*Task*: Begin at the first line below and copy each line exactly, ending with the line where "Dump the readable" appears.

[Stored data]
++++++++++
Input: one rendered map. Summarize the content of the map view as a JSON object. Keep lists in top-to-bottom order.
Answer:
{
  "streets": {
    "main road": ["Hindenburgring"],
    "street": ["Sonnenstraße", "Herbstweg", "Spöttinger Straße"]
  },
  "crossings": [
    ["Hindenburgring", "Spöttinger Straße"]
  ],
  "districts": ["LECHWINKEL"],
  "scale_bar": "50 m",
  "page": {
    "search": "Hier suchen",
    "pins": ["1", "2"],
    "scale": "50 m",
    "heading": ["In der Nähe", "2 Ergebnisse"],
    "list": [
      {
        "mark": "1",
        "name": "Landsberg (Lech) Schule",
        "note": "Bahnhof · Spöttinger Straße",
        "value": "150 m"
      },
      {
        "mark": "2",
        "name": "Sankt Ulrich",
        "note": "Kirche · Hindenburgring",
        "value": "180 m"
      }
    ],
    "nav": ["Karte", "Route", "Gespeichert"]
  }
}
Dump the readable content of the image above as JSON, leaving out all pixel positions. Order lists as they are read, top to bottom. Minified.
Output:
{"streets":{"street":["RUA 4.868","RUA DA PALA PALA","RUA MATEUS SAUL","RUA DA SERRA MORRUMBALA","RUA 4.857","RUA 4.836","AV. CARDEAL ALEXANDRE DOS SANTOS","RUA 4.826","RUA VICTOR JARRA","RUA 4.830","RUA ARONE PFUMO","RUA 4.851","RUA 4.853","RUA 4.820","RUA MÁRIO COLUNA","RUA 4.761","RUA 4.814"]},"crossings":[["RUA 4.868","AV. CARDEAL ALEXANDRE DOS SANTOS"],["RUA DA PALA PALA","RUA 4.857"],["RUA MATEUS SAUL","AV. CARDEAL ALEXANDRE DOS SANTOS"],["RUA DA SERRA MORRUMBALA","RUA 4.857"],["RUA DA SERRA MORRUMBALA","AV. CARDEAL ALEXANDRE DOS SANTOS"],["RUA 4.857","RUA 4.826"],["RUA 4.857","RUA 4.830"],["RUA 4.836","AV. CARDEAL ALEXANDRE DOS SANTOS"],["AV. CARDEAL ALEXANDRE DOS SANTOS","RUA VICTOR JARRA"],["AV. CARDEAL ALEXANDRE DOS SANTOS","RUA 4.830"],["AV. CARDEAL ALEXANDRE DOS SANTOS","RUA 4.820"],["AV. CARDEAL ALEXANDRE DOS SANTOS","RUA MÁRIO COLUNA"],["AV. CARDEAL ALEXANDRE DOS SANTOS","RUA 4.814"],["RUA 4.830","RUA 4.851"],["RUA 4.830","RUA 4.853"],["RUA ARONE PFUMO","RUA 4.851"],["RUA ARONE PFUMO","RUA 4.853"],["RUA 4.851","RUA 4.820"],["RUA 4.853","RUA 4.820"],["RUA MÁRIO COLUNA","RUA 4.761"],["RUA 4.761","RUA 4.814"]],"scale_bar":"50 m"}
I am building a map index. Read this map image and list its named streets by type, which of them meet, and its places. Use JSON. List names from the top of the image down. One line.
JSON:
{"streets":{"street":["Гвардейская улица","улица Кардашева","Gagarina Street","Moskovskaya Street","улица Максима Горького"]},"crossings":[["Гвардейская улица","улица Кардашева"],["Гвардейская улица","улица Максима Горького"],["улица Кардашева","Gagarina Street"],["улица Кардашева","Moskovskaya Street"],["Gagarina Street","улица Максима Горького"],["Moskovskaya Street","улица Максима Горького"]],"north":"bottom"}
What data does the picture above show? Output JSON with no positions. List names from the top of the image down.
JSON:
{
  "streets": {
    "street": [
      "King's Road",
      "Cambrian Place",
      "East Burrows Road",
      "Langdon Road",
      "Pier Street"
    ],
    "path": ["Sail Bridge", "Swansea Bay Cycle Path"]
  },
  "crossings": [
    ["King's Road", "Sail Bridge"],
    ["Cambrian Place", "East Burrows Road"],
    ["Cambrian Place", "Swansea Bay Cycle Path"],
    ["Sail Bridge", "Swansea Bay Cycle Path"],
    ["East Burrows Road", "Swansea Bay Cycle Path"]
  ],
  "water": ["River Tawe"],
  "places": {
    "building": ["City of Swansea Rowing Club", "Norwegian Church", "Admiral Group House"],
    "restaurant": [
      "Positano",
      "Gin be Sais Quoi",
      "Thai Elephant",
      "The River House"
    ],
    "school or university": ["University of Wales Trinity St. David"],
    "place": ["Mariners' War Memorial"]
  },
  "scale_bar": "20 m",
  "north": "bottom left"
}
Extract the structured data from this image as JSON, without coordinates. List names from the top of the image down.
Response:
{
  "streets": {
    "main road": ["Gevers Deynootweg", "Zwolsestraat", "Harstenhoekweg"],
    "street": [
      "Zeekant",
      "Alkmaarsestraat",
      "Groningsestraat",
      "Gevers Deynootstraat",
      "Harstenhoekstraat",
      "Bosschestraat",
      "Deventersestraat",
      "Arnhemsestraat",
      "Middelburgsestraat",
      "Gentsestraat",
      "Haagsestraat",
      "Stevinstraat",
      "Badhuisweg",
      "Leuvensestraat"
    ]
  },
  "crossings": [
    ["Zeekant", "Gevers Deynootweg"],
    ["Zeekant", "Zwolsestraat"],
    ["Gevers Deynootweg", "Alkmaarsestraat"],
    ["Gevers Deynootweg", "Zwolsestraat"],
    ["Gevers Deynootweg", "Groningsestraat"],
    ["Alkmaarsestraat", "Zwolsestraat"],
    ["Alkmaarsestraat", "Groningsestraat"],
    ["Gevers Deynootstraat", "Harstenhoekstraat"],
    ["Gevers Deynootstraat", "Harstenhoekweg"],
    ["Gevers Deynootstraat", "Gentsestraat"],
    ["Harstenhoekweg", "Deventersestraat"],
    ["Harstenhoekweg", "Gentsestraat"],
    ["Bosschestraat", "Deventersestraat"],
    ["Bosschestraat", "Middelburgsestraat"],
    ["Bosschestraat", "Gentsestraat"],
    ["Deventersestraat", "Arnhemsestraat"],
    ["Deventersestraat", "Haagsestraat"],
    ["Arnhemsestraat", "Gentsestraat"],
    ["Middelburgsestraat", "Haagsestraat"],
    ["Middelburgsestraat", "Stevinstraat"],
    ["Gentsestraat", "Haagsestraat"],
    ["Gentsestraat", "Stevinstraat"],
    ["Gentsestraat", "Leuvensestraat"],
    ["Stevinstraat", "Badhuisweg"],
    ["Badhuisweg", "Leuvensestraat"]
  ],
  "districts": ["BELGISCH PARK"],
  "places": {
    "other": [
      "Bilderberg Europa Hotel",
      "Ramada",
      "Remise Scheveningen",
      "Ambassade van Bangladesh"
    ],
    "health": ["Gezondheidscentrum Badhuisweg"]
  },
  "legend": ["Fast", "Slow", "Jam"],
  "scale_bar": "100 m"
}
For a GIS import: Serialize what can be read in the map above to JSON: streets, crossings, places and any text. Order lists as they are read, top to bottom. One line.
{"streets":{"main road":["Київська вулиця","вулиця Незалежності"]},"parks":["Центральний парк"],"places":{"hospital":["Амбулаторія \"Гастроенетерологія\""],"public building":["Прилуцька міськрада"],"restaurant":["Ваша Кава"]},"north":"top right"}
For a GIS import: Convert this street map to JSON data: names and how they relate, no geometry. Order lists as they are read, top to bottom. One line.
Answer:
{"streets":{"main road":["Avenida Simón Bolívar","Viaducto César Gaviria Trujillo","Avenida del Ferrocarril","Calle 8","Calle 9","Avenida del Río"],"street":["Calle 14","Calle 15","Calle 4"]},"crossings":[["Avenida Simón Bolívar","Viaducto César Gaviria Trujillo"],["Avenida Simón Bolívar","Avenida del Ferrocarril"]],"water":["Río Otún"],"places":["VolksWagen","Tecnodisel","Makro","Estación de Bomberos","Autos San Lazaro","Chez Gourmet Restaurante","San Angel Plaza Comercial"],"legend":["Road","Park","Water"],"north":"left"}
++++++++++
*Answer area*:
Input: one rendered map. Summarize the content of the map view as a JSON object. Keep lists in top-to-bottom order.
Answer:
{
  "streets": {
    "main road": ["Hindenburgring"],
    "street": ["Sonnenstraße", "Herbstweg", "Spöttinger Straße"]
  },
  "crossings": [
    ["Hindenburgring", "Spöttinger Straße"]
  ],
  "districts": ["LECHWINKEL"],
  "scale_bar": "50 m",
  "page": {
    "search": "Hier suchen",
    "pins": ["1", "2"],
    "scale": "50 m",
    "heading": ["In der Nähe", "2 Ergebnisse"],
    "list": [
      {
        "mark": "1",
        "name": "Landsberg (Lech) Schule",
        "note": "Bahnhof · Spöttinger Straße",
        "value": "150 m"
      },
      {
        "mark": "2",
        "name": "Sankt Ulrich",
        "note": "Kirche · Hindenburgring",
        "value": "180 m"
      }
    ],
    "nav": ["Karte", "Route", "Gespeichert"]
  }
}
Dump the readable content of the image above as JSON, leaving out all pixel positions. Order lists as they are read, top to bottom. Minified.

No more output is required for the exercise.